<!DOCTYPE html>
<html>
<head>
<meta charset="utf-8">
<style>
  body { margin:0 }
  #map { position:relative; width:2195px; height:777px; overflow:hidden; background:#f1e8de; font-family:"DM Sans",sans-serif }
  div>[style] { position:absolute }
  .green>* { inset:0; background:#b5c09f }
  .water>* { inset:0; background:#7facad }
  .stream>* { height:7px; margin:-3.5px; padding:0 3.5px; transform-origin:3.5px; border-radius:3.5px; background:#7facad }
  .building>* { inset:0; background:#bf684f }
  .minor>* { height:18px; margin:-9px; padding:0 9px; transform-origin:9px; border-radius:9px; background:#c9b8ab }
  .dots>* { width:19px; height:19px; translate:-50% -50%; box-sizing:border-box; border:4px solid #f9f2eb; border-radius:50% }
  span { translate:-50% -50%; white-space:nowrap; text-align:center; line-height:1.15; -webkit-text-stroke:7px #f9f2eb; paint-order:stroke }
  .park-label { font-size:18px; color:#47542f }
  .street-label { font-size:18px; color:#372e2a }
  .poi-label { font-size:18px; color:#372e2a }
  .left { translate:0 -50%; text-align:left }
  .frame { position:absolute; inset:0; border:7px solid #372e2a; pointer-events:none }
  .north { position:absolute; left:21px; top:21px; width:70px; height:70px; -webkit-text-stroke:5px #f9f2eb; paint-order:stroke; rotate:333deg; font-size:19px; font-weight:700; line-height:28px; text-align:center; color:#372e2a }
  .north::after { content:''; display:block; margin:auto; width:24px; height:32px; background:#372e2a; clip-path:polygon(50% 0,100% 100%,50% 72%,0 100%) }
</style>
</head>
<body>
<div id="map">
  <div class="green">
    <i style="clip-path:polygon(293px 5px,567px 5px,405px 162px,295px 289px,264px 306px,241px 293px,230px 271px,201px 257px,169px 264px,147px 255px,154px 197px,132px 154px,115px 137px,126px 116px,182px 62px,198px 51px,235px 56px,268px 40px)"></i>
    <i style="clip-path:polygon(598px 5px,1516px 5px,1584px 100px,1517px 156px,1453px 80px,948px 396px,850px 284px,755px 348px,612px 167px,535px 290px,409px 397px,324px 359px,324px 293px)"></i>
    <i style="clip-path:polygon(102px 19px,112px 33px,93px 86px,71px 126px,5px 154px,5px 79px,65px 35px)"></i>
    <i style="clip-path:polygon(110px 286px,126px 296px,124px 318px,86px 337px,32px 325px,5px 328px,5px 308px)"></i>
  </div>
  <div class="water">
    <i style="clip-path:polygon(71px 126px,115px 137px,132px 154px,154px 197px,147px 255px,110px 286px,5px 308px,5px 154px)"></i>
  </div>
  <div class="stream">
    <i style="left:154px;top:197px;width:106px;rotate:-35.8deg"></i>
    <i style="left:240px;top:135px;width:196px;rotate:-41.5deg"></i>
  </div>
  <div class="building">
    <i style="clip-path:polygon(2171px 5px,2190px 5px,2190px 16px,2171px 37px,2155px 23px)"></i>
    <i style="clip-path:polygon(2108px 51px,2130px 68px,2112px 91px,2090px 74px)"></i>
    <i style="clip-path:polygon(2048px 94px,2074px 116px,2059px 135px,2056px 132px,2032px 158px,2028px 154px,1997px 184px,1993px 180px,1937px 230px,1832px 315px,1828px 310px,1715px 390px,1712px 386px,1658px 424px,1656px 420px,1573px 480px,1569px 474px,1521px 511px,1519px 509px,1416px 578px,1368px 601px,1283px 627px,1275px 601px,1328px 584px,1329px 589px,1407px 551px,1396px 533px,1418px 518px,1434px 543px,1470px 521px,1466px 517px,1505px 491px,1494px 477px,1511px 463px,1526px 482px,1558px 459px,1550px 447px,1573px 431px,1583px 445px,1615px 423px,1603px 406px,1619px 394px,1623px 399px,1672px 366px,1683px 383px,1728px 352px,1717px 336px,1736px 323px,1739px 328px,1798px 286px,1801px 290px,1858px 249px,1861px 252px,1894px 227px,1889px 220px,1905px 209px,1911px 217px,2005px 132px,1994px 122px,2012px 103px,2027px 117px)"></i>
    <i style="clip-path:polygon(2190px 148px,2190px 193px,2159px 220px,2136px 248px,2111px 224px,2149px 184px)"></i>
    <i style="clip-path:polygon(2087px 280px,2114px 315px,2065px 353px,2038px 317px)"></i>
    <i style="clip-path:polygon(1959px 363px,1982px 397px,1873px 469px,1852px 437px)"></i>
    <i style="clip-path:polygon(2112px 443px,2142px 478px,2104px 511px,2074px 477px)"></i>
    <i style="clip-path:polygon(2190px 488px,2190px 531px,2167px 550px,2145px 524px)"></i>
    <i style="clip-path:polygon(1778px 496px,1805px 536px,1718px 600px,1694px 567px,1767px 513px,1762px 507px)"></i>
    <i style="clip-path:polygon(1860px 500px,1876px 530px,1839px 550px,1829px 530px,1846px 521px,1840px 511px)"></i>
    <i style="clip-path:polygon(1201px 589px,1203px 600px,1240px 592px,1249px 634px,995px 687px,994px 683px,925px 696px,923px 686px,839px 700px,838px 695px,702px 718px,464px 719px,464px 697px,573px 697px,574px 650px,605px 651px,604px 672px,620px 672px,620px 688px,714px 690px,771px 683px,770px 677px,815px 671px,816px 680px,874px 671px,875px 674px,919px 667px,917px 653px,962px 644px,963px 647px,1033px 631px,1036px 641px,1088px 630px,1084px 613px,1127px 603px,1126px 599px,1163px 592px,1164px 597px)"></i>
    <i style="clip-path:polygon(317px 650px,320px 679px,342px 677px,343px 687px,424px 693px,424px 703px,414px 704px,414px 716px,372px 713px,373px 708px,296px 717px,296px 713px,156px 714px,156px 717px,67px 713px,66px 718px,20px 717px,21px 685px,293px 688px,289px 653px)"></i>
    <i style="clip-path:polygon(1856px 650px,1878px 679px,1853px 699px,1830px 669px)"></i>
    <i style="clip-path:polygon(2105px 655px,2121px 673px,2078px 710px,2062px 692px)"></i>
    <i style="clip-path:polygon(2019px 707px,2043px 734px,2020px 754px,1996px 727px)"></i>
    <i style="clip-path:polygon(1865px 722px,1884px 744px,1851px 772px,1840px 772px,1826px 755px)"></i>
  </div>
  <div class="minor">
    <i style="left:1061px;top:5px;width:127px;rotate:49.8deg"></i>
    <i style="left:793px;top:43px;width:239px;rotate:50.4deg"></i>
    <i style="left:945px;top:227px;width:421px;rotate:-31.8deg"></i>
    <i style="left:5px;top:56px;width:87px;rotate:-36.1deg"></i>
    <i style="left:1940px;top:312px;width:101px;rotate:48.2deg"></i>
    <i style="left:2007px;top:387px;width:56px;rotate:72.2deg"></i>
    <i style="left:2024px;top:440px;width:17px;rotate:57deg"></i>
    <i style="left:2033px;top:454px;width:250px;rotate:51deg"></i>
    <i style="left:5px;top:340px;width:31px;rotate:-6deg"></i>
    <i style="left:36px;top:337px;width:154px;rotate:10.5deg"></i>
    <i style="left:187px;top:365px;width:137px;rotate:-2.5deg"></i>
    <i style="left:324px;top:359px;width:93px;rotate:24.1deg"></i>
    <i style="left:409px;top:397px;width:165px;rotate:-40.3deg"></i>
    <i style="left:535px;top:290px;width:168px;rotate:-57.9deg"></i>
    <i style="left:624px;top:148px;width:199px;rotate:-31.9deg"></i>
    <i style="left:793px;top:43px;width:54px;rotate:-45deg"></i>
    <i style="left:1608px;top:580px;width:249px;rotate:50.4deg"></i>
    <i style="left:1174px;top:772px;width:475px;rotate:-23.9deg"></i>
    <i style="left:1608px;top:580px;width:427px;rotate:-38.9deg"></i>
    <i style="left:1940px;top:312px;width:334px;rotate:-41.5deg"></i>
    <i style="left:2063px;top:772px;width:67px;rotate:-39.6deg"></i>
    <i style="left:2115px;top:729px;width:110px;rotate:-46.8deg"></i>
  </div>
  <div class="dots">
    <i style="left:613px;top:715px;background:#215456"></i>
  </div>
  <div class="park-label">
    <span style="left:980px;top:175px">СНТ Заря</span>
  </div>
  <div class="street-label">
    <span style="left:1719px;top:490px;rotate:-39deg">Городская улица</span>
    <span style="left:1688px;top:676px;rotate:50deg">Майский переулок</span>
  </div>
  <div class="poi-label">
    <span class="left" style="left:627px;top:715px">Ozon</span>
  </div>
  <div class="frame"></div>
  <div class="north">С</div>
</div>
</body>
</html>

------------------------------------

* [Goal of the exercise] Search the entries for the word "stream" and copy every line that has it.

* [Written answer]
  .stream>* { height:7px; margin:-3.5px; padding:0 3.5px; transform-origin:3.5px; border-radius:3.5px; background:#7facad }
  <div class="stream">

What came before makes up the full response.